For target identification, the drone carries four Logitech C270 USB webcams and one Logitech C210 USB webcam. One of the cameras is located at the bottom of the drone and faces straight downward. The other four cameras are mounted on the bottom side of each arm facing outward. All five cameras are mounted for identifying as many target Roombas surrounding the drone as possible in order to send their coordinates to the strategy node.

There are two main objectives that need to be completed to successfully relay target information to the strategy node. The first objective is to take in the raw video data and detect the target Roombas so that pixel numbers of the centroids of the Roombas in the frame can be sent as output. The second objective is to take the pixel numbers of the centroids of the detected Roombas as input, and then output x and y coordinates relative to the drone using a coordinate transformation and the known height and orientation of the camera with respect to the floor.


In order to accomplish the first objective, an open source software package developed by Joseph Redmon called YOLO (You Only Look Once) is used. More specifically, the TinyYolo version of YOLO was elected to be used since it is lighter and can obtain higher framerates. YOLO is a neural network that can identify user-defined objects once it has been trained. After training the neural network by feeding in approximate 2000 photos of the target Roombas (with the Roombas identified manually), YOLO can reliably identify target Roombas in real time. An example is displayed Above

After YOLO outputs the pixel locations of each identified target Roomba, the final objective is to transform these pixel coordinates into x-y coordinates relative to the drone. In addition to the pixel coordinate (P IX#), the other knowns are height (z), camera rotation angle relative to downward facing (θ), and field of view (φ), as well as total pixels in x and y (P IX MAX).


Our system builds off of the robust open source project Arducopter. Arducopter, which runs on the Pixhawk, controls the stability of the drone by taking in data from the IMU, compass, altitude LiDAR, and the optical flow sensor. The Arducopter flight stack is maintained by hundreds of developers from around the world and the software is deployed on thousands of commercial and recreational drones. The vast community of developers and users ensures refined controls code with lots of features.

We have made slight modifications to the Arducopter firmware, which allow us to set the EKF origin. This has been done to make our drone capable of navigating in GPS denied environments. For general waypoint navigation, the drone utilizes the Arducopter EKF that takes in data from the IMU, compass, altitude LiDAR, and the optical flow sensor. The EKF position is then queried via mavros so that our strategy code can use our position to make intelligent decisions. In addition, the strategy node takes in data from computer vision and 2D LiDAR. The strategy node then determines a waypoint and mode, and the ROS controls node will do a sanity check on the waypoint and publish the waypoint until the drone has reached its destination. Over time, the EKF will have some error in comparison to reality. To combat this, the controls node will input a correction vector. This correction vector is formed from our computer vision algorithm that recognizes the absolute corners of the grid. This algorithm goes as follows: Gaussian blur, color threshold, erosion, dilation, Canny edge detection, Hough transform, line intersection, and non-maximum suppression.

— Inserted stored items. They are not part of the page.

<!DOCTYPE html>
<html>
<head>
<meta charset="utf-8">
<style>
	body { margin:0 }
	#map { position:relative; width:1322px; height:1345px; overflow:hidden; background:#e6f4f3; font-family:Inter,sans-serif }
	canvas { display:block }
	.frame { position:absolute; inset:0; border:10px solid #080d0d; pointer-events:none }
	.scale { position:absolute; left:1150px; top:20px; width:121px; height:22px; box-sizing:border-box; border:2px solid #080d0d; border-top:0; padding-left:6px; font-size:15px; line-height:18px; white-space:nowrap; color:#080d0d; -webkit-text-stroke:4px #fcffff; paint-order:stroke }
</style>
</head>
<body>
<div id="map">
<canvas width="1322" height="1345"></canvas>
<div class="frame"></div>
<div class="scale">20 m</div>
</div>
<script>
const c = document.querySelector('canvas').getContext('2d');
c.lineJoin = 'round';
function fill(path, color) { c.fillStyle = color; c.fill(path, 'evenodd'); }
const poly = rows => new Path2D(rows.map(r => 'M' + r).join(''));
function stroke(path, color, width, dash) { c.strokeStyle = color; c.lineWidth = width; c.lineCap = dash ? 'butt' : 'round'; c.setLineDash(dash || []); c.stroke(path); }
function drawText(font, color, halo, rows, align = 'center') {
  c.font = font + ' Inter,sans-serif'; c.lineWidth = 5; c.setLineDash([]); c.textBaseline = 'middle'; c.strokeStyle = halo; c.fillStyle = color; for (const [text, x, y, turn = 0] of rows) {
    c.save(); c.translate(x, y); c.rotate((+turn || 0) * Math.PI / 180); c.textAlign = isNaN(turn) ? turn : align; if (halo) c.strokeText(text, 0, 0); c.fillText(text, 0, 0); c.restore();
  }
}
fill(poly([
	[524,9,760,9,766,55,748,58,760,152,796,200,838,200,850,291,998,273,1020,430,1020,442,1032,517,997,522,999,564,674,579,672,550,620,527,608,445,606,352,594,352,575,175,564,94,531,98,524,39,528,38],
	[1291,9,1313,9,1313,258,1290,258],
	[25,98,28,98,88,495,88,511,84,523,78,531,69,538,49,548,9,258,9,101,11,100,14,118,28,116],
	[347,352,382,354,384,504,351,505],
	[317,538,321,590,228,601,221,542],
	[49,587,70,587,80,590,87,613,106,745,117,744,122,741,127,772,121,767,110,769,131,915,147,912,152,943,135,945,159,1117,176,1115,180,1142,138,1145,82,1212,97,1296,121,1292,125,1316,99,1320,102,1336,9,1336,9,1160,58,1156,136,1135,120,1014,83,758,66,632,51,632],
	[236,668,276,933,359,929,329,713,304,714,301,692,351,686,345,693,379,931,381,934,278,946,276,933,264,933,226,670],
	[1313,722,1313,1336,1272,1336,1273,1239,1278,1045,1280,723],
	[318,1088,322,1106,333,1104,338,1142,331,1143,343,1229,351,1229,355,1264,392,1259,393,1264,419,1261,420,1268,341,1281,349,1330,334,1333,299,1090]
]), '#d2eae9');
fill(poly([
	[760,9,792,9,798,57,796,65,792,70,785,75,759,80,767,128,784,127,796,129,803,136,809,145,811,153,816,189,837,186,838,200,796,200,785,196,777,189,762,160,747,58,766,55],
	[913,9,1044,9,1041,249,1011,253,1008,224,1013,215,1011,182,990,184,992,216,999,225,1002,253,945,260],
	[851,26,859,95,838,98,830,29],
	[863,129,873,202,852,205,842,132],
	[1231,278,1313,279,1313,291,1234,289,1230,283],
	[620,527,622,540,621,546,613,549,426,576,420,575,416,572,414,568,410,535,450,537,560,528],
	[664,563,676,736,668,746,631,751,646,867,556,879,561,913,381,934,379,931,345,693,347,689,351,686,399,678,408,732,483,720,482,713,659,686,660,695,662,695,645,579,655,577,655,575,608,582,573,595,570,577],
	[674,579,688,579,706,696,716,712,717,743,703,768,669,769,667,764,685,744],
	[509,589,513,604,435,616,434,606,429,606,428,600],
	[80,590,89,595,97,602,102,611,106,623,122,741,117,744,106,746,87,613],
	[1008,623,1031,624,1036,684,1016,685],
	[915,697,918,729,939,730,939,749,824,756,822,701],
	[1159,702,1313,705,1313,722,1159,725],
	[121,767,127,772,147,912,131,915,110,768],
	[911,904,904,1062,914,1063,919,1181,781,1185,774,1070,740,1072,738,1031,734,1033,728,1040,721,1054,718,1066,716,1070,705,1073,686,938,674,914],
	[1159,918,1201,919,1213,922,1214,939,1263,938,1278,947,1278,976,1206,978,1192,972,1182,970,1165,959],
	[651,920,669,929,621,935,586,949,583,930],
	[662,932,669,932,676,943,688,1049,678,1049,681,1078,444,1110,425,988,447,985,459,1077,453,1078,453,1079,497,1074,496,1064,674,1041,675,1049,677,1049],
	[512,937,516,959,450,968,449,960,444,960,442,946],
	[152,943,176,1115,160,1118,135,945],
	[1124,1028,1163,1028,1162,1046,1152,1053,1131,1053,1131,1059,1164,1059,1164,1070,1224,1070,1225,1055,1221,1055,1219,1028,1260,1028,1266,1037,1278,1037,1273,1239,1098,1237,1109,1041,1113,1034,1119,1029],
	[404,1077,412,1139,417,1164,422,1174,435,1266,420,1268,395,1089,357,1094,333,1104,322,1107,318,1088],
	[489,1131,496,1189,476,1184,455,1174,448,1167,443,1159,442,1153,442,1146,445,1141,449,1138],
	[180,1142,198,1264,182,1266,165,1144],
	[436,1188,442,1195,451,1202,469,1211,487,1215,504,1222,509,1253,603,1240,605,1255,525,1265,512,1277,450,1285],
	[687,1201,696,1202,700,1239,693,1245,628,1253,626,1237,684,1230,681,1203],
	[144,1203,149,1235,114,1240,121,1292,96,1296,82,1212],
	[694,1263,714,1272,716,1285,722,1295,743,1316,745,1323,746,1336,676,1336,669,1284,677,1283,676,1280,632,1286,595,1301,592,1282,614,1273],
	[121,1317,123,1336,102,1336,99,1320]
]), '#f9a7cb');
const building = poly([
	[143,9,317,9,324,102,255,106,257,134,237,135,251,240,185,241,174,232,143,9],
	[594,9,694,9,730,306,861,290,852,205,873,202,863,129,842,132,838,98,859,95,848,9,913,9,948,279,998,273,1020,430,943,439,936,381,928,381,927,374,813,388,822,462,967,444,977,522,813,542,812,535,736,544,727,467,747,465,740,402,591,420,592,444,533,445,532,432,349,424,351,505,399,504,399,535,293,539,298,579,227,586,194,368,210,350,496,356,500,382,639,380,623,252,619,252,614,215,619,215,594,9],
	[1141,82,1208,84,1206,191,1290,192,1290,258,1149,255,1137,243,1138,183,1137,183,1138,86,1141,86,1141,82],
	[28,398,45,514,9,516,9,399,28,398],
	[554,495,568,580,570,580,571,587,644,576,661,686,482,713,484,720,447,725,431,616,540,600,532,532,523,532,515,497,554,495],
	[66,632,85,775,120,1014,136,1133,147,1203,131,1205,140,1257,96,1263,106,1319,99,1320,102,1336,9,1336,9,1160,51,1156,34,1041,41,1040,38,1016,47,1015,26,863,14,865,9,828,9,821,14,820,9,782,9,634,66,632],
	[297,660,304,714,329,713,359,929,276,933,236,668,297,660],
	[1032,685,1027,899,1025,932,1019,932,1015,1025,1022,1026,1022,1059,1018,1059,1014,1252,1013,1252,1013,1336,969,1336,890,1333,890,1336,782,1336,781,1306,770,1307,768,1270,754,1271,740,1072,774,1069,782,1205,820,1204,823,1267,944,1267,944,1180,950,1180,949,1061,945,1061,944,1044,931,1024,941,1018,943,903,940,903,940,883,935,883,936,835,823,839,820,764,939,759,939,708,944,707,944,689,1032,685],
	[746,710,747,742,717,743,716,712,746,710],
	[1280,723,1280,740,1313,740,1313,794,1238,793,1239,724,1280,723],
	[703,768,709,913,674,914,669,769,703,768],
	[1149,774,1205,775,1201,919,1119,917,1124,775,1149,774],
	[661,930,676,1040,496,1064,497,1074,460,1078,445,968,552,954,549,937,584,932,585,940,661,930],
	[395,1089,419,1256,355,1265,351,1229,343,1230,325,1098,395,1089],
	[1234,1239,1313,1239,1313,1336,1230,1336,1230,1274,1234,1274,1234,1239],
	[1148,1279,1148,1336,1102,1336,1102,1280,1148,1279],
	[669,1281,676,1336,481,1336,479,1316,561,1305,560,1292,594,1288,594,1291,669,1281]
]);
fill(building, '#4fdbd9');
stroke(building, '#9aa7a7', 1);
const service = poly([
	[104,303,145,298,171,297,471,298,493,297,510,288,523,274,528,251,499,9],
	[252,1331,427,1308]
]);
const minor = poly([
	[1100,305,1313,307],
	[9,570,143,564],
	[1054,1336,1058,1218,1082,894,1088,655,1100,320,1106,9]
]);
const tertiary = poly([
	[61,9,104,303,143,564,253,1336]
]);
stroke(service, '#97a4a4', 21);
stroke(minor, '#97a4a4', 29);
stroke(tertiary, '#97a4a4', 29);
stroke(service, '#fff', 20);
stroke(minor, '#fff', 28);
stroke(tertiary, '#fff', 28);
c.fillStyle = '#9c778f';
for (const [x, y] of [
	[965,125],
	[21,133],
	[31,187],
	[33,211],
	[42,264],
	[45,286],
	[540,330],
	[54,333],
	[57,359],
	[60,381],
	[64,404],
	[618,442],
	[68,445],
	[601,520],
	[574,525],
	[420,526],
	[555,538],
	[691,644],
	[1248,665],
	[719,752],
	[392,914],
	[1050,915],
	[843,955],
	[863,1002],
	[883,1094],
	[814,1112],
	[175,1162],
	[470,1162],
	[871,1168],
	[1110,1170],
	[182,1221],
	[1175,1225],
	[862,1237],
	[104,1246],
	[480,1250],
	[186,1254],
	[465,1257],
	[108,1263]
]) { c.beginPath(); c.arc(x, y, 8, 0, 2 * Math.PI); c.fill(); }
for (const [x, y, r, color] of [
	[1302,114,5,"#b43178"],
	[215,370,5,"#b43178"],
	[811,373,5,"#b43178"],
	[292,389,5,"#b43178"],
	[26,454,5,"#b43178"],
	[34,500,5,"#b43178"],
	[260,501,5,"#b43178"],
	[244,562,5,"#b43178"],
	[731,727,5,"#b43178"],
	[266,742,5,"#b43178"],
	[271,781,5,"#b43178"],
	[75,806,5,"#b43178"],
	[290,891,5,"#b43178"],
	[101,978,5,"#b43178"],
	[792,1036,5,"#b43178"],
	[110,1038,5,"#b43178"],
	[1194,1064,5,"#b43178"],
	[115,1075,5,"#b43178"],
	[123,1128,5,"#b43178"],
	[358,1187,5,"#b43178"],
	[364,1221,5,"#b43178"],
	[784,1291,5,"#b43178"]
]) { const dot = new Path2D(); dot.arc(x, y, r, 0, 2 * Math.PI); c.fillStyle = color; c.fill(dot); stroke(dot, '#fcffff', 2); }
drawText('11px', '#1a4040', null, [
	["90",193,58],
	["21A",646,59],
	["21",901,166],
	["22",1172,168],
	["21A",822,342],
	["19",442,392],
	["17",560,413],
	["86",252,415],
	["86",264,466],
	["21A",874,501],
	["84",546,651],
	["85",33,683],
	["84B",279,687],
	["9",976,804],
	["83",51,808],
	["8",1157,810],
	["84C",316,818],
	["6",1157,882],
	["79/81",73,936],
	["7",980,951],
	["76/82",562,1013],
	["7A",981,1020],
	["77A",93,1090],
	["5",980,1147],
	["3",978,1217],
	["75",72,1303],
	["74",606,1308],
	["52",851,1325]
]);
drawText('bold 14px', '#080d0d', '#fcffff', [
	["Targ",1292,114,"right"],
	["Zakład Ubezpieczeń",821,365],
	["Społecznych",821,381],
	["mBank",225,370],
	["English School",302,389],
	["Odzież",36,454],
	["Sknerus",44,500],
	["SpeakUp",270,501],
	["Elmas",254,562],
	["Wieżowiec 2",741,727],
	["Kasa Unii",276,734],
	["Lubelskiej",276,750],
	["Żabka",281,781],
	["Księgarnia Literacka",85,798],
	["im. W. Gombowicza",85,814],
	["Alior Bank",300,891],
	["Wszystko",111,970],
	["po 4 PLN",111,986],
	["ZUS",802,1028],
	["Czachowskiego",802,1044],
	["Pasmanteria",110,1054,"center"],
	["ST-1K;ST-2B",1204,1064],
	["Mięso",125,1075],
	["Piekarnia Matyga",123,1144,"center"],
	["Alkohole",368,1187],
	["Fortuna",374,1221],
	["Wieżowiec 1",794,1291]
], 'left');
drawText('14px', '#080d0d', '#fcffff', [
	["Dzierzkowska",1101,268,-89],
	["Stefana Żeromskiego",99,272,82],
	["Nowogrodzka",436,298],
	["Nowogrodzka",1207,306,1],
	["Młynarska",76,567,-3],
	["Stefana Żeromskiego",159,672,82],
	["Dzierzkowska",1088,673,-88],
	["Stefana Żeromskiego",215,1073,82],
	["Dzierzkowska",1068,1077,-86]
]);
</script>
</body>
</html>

To safely test our software throughout the development process, the team implemented a simulation using the Gazebo application. Using this tool, TAR was able to deploy full-scale software in the loop simulation without jeopardizing hardware with each design iteration.


To employ the Gazebo framework, the team imported a standard quadcopter model from the ArduCopter standard library and Roomba models from Gazebo model library, which were then updated with the color-coded plates and obstacle tubes prescribed for the competition. Additionally, the ground plane within the reproduction was changed to match the texture expected at the competition.


Gazebo was chosen because of its compatibility with ROS and Ardupilot, the internal communication protocol employed onboard our drone. With this congruence, the exact same software run onboard the drone could be run within the simulation, complete with sensor feedback detected within the simulated instance. C++ scripts could then be utilized to enforce the correct Roomba behaviors, scripting the robots using the same messaging environment as the quadcopter itself (ROS).


Overall, modeling our software behavior within a Gazebo simulation greatly expedited the development process. By standardizing the simulation setup, tests could be conducted on multiple computers at any time, instead of requiring the sluggish process of updating, calibrating, and flying the physical drone. Additionally, simulation protected the hardware from the accidents and unintentional flight behavior inherent to prototype software.


The vehicle utilizes an x-y axis symmetrical quad-rotor system. This provides a balanced airframe optimized for omnidirectional maneuvering. The frame is lifted by four T-Motor U3 KV700 motors. These motors provide 1.8 [kg] of thrust per motor at 100% throttle when paired with a 4-cell battery and 13 [in] propellers for total 7.2 [kg] of thrust. This is necessary for our 3.15 [kg] weight to maintain a 2.2 thrust-to-weight ratio, ideal for battery life and flight time.


The propellers used with the motors are 13 [in] long and made of carbon fiber. These TMotor propellers provide excellent precision, durability, and efficiency. The rotors are placed to counter-rotate for flight stability and to retain a one-to-one ratio of propellers to motors.

The drone has been designed to carry all the necessary GNC sensors, 2D LiDAR, an array of cameras, and 3 Nvidia Jetson TX2s. In addition, the drone carries a telemetry radio, kill switch, and RC receiver in order to carry out safe flight.

The quadcopter uses eight sensors for flight control. The main sensors used for the navigation of the quadcopter include a downward-facing 1D LiDAR module, a PX4FLOW optical sensor, and the built-in sensors of the Pixhawk 2 flight control board.


The 1D LiDAR module used is the LIDAR-Lite v3 from Garmin. This one-dimensional sensor is directed downward and provides data that is used to determine altitude. The PX4FLOW sensor measures velocity by comparing frame by frame images and measuring the distance traveled and direction. The Pixhawk 2 contains three 3-axis accelerometers, three 3-axis gyroscopes, and two 3-axis compasses. The data from these sensors is used by the Pixhawk onboard system for flight control and maneuvering of the quadcopter.

For completion of Mission 7, the drone must be able to detect Roombas and obstacles. The quadcopter is equipped with a single downward-facing camera and four outward-facing cameras for image recognition, as well as a two-dimensional plane LiDAR sensor for obstacle avoidance.


The singular bottom camera is a Logitech C210 webcam. This webcam is used for Roomba detection and tracking the targeted Roomba for autonomous interaction. The four peripheral cameras are Logitech 960 C270s. These are used to recognize and track the Roombas around the playing field. These five webcams provide enough information to allow the drone to incorporate the recognized Roombas into the strategy of the autonomous system. The 2D LiDAR sensor is the SWEEP sensor by Scanse. This is a single LiDAR that rotates to provide a full x-y plane view inline with the z position of the drone for obstacle detection. We chose to use this for obstacle detection rather than four separate LiDARs or webcams to save on computing power.